20 March 2014 ~ 0 Comments

When Dimensions Collide

The literature about community discovery, which deals with the problem of finding related groups of nodes in a network, is vast, interesting and full of potential practical applications. However, if I would have to give one critique of it, it would be about its self referential character. Most community discovery papers I read in computer science and physics journals are mainly about finding communities. Not much time is spent thinking about what to do with them, or what they mean. My first post in this blog was about a community discovery algorithm. Recently, an extended version of that paper has been accepted in a computer science journal. Since that first post, I (mainly) added some crucial modifications and features to the algorithm. I don’t want to talk about those here: they are boring. I also didn’t bring up this paper to boast about it. Okay, maybe a little. I did it because the paper touches upon the issue I am talking about here: it tries to do something with communities, it tries to explain something about them. Namely, it asks: why do communities overlap?

First of all: communities do overlap. When trying to detect them, many researchers realized that hard partitions, where each node can belong to one and only one community, are not always a good idea. Most of them found this a problem. Others were actually very happy: the problem gets harder! Nice! (Researchers are weird). Blinded by their enthusiasm, they started developing algorithms to deal with this overlap. Not many asked the question I am trying to answer here: why do communities overlap? As a result, some of these algorithms detect this overlap, but using approaches that do not really mean anything in real life, it’s just a mathematical trick. Others, instead, build the algorithm around a core hypothesis.

This hypothesis is nothing unheard of. Communities overlap because people have complex lives. Some of your college mates also attend your yoga class. And you know your significant other’s colleagues, which puts you in their community. All these communities have you as common member, and probably some more people too. The beauty of this is that it is not only intuitive: it works well in finding communities in real world social networks. So well that it is the assumption of my approach and of many others outstanding algorithms (this and this are the first two that pop into my mind, but there are probably many more). Another beautiful thing about it is that it is almost obvious, and so it is probably true. But here we hit a wall.

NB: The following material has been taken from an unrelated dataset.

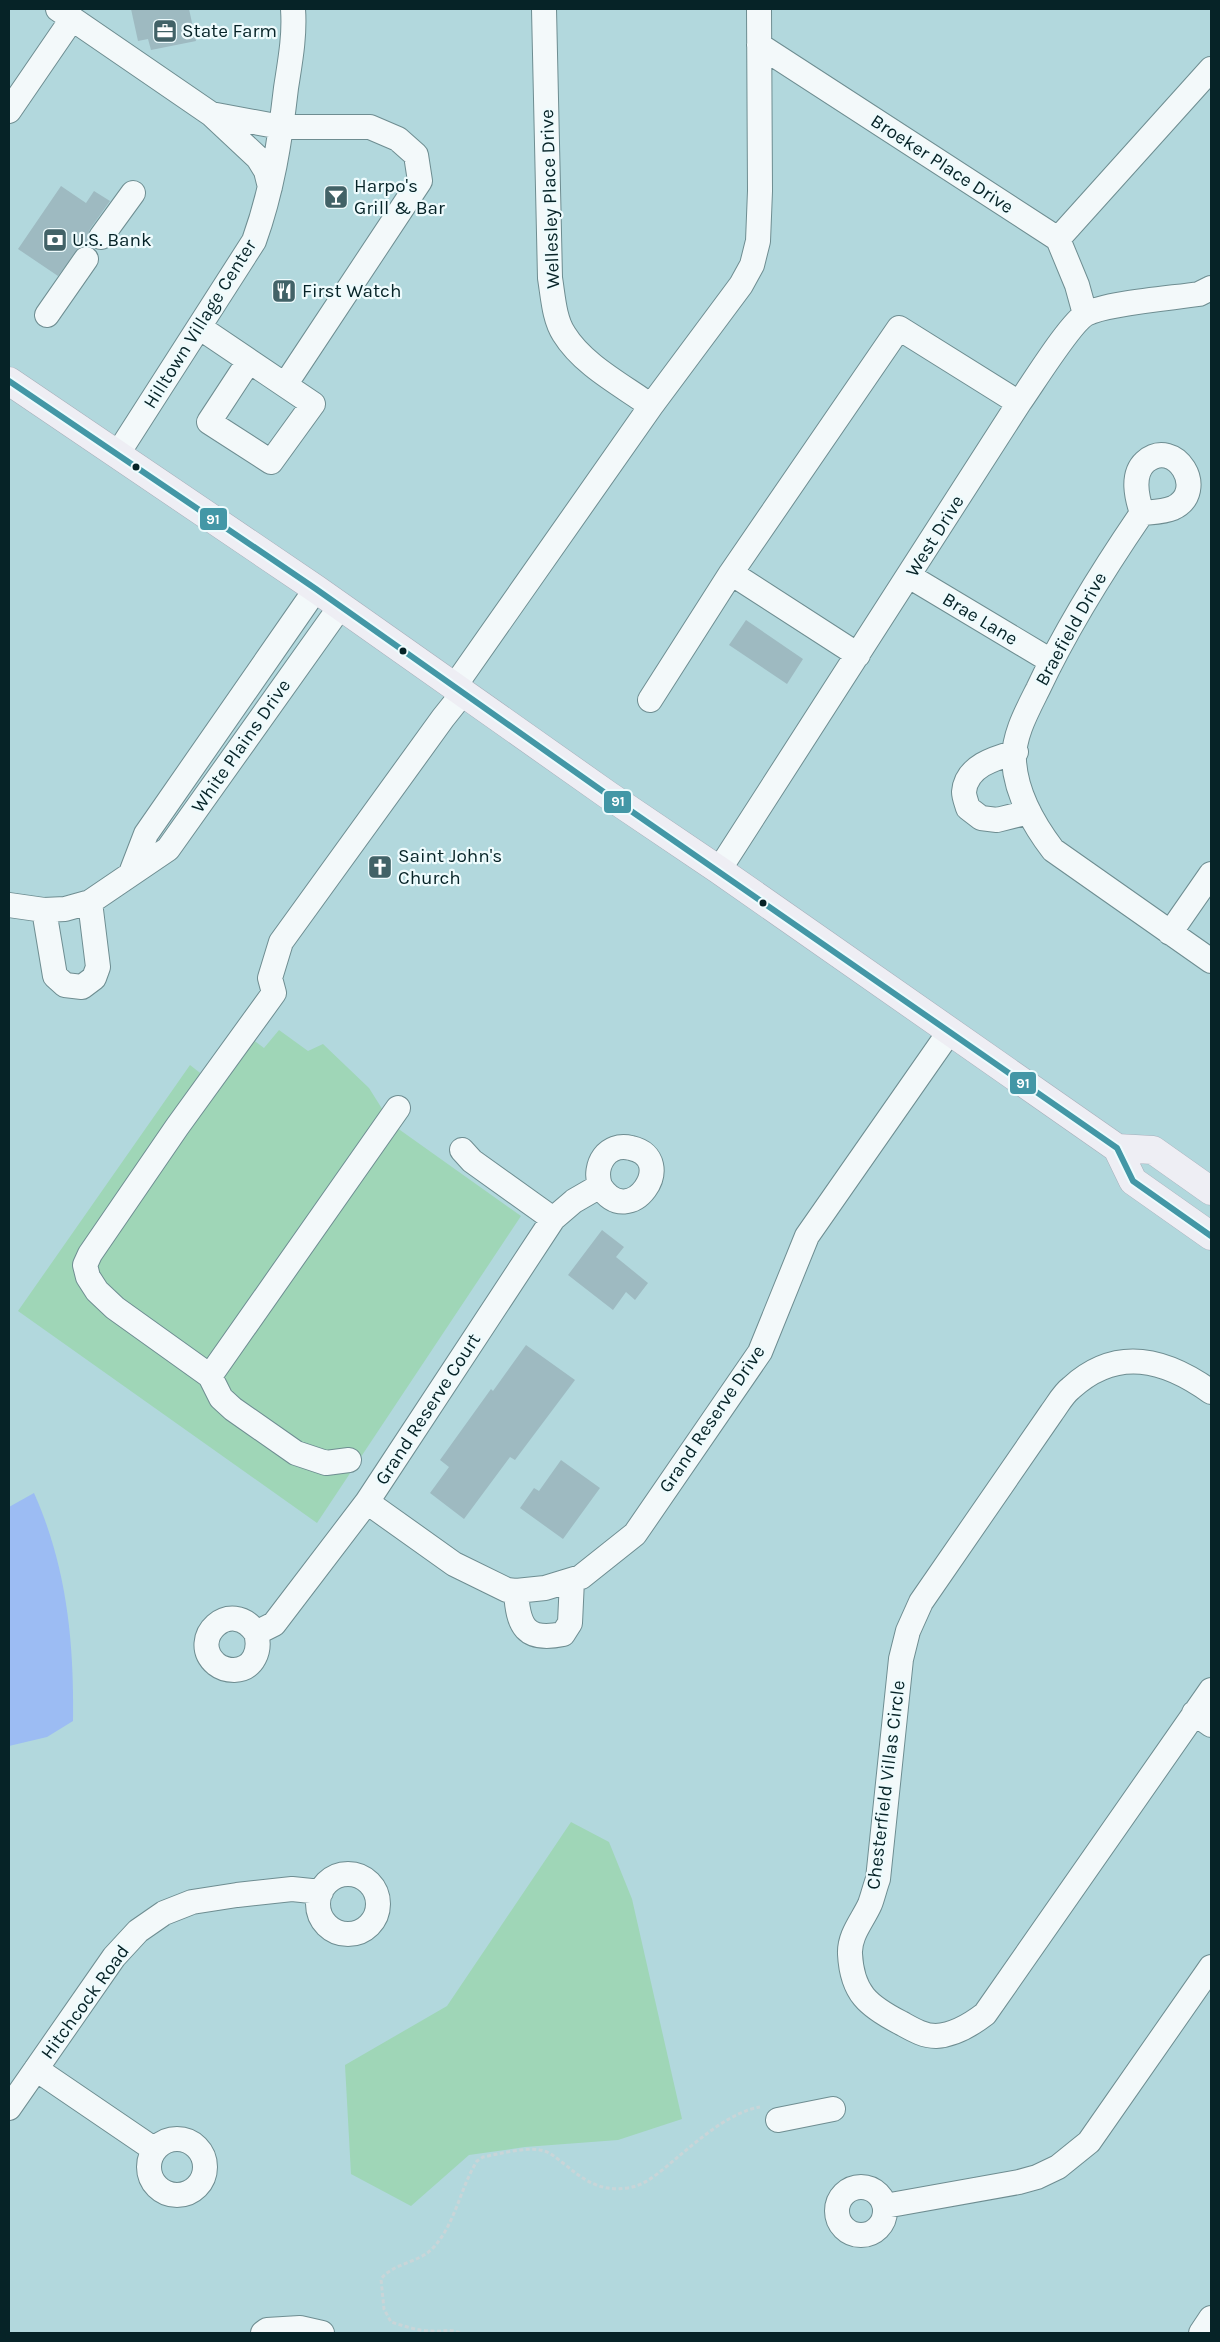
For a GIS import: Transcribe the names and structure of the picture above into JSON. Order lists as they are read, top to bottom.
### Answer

The fact that it is simple, reasonable and it works well in practice proves nothing about its property of being true. There are things that are not simple nor reasonable, but nevertheless true (hello quantum physics!). And there is practical knowledge that does not quite correspond to how things work (in my opinion, most computer science is a patch and nobody really knows why it works). Unless we test it, we cannot say that this nice practical principle actually corresponds to something happening in reality. So how do we go on and prove it? In the paper I proposed a first step.

This brings me back to another old love of mine. Multidimensional networks. They are networks in which we put multiple relations in a cage together in mating season and see what happens (research is fun). The idea behind the paper is that multidimensional networks give us the perfect tool to test the hypothesis. In monodimensional networks you have no clue why two people are connecting besides the obvious “they know each other”. In a multidimensional network, you know why they know each other, it’s information embedded in the type of the relation. So, the hypothesis is that different types of relations are the cause of the community overlap, and with multidimensional networks we can look at how communities distribute over relations. First, let us take a look at what two overlapping communities look like in a multidimensional network.

We collected a multidimensional social network putting together relationships between users in Facebook, Twitter and Foursquare. We then used DEMON to extract overlapping communities from each dimension. We then took two communities with extensive overlap in the Facebook dimension (picture below).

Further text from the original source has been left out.